- _Recorded information_:
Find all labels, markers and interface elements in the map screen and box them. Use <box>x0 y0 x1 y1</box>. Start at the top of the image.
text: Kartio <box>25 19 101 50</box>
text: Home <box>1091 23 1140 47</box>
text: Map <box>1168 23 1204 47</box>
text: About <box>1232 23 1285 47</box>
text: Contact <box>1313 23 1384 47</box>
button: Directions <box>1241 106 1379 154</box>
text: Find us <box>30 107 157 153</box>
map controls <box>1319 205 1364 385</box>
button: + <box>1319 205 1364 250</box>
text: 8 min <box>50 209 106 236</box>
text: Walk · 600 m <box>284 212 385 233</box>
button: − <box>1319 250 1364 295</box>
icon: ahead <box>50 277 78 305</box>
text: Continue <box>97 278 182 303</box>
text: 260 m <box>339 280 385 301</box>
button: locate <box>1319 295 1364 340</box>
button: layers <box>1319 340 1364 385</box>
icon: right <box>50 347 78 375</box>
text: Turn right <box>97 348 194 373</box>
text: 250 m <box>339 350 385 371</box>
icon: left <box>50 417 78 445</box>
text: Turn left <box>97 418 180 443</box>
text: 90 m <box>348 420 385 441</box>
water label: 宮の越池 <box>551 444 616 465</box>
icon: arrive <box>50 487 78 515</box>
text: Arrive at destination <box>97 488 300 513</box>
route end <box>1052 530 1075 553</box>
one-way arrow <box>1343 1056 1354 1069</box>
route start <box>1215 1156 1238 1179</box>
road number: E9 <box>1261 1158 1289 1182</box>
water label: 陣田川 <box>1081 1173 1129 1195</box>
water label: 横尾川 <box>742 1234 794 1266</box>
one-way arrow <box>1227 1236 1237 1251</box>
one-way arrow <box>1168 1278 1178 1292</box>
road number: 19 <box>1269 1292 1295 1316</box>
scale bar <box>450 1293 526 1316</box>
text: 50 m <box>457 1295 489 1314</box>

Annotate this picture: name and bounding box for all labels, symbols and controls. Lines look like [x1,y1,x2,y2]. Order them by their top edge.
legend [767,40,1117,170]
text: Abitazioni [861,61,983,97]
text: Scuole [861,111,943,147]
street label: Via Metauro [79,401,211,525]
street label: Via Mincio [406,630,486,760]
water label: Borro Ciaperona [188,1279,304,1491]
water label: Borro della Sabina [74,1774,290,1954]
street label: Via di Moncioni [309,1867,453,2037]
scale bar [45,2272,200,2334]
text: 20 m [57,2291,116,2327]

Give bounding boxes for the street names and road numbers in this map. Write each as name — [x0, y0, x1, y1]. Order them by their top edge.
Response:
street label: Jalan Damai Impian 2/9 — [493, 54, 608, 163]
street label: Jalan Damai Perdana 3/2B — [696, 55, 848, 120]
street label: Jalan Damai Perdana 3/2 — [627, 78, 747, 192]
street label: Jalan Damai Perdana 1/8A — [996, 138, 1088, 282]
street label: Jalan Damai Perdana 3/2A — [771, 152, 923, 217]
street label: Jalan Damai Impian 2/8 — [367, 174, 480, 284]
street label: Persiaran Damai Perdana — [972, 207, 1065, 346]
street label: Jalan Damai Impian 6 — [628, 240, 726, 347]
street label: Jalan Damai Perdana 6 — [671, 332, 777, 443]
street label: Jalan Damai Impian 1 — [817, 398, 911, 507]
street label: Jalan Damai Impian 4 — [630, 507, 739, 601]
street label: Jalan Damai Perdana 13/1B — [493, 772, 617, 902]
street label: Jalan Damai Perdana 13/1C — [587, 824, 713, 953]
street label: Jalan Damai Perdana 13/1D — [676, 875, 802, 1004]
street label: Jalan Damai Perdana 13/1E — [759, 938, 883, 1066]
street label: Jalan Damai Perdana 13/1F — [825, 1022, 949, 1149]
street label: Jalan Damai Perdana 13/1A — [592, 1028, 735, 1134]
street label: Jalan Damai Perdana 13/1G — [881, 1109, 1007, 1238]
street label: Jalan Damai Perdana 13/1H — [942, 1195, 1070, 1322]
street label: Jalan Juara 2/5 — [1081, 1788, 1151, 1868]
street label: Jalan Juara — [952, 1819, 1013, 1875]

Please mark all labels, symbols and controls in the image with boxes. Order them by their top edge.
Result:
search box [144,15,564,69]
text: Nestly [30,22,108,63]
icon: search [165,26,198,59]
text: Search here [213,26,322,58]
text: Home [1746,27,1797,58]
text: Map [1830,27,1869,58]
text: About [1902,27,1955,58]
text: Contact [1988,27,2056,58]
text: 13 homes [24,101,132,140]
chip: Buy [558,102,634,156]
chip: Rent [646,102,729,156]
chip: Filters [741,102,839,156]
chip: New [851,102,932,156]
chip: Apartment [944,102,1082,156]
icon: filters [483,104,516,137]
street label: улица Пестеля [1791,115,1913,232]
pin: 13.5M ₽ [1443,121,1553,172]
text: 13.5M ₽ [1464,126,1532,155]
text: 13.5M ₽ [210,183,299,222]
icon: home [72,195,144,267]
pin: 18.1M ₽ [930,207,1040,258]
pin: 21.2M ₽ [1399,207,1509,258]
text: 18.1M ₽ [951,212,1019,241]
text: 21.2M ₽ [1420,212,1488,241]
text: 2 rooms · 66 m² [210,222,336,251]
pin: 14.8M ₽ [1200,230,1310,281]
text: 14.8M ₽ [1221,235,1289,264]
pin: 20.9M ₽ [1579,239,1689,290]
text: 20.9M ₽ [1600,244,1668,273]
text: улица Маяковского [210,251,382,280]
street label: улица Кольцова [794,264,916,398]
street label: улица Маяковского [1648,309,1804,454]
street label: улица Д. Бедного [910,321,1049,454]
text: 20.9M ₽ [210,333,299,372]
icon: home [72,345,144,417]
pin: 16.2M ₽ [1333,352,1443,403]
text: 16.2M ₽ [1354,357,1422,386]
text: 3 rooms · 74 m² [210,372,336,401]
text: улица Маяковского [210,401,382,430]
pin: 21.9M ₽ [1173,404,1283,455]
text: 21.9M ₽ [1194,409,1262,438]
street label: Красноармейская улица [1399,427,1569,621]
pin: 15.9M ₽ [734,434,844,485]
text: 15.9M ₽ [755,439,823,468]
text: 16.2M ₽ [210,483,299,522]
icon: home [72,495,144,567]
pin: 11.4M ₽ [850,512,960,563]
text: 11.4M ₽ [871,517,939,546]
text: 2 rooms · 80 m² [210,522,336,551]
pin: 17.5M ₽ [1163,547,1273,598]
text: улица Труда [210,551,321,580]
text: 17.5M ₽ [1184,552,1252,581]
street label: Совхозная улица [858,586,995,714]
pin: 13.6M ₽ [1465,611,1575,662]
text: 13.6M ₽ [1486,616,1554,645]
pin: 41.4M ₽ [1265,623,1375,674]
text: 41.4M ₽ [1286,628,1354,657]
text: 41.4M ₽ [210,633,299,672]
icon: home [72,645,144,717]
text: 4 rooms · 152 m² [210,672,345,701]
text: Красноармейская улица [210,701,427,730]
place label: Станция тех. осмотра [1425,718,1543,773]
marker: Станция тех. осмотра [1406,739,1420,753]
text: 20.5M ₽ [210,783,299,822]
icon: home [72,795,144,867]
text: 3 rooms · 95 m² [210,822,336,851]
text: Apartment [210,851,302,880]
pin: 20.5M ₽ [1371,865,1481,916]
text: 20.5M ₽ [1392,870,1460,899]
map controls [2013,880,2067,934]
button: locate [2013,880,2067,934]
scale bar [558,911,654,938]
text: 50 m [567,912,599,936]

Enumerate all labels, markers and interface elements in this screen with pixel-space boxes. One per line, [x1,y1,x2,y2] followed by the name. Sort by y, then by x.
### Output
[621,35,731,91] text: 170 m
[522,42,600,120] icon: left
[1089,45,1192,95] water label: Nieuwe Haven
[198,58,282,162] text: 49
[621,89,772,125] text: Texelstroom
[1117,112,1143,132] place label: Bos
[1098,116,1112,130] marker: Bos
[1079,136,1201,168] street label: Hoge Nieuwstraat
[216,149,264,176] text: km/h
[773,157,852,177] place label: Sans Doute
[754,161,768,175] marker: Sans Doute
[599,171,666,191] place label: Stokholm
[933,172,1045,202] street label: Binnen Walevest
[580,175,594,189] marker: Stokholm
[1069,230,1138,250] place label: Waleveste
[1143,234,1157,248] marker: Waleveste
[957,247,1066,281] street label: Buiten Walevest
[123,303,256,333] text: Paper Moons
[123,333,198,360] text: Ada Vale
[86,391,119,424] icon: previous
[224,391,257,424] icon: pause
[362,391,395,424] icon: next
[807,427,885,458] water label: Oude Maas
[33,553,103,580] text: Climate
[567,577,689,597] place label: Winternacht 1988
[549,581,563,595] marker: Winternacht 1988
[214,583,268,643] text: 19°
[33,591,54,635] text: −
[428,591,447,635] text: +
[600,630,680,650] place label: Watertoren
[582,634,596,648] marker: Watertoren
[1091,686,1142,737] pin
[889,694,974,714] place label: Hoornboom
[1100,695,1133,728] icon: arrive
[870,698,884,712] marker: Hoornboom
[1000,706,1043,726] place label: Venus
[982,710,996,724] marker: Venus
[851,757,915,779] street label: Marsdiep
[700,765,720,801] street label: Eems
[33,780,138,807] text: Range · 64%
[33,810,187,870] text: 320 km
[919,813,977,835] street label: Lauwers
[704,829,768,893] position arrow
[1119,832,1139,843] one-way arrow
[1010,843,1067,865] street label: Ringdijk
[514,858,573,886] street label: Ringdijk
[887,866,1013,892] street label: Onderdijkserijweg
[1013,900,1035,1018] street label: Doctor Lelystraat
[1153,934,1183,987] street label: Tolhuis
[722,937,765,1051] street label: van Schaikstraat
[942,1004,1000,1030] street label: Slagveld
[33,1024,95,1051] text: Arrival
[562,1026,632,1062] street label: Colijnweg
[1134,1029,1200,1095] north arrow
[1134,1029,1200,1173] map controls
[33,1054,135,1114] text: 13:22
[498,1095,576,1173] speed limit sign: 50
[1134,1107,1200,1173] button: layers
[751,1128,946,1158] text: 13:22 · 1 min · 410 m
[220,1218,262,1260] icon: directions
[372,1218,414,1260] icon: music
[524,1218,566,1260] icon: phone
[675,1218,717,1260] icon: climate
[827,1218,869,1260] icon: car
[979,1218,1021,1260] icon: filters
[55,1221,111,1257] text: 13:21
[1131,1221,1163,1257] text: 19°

- _Work task_: Looking at the entries, work out how many lines hold the word "chip". Give the number and nothing else.

- _Response below_: 5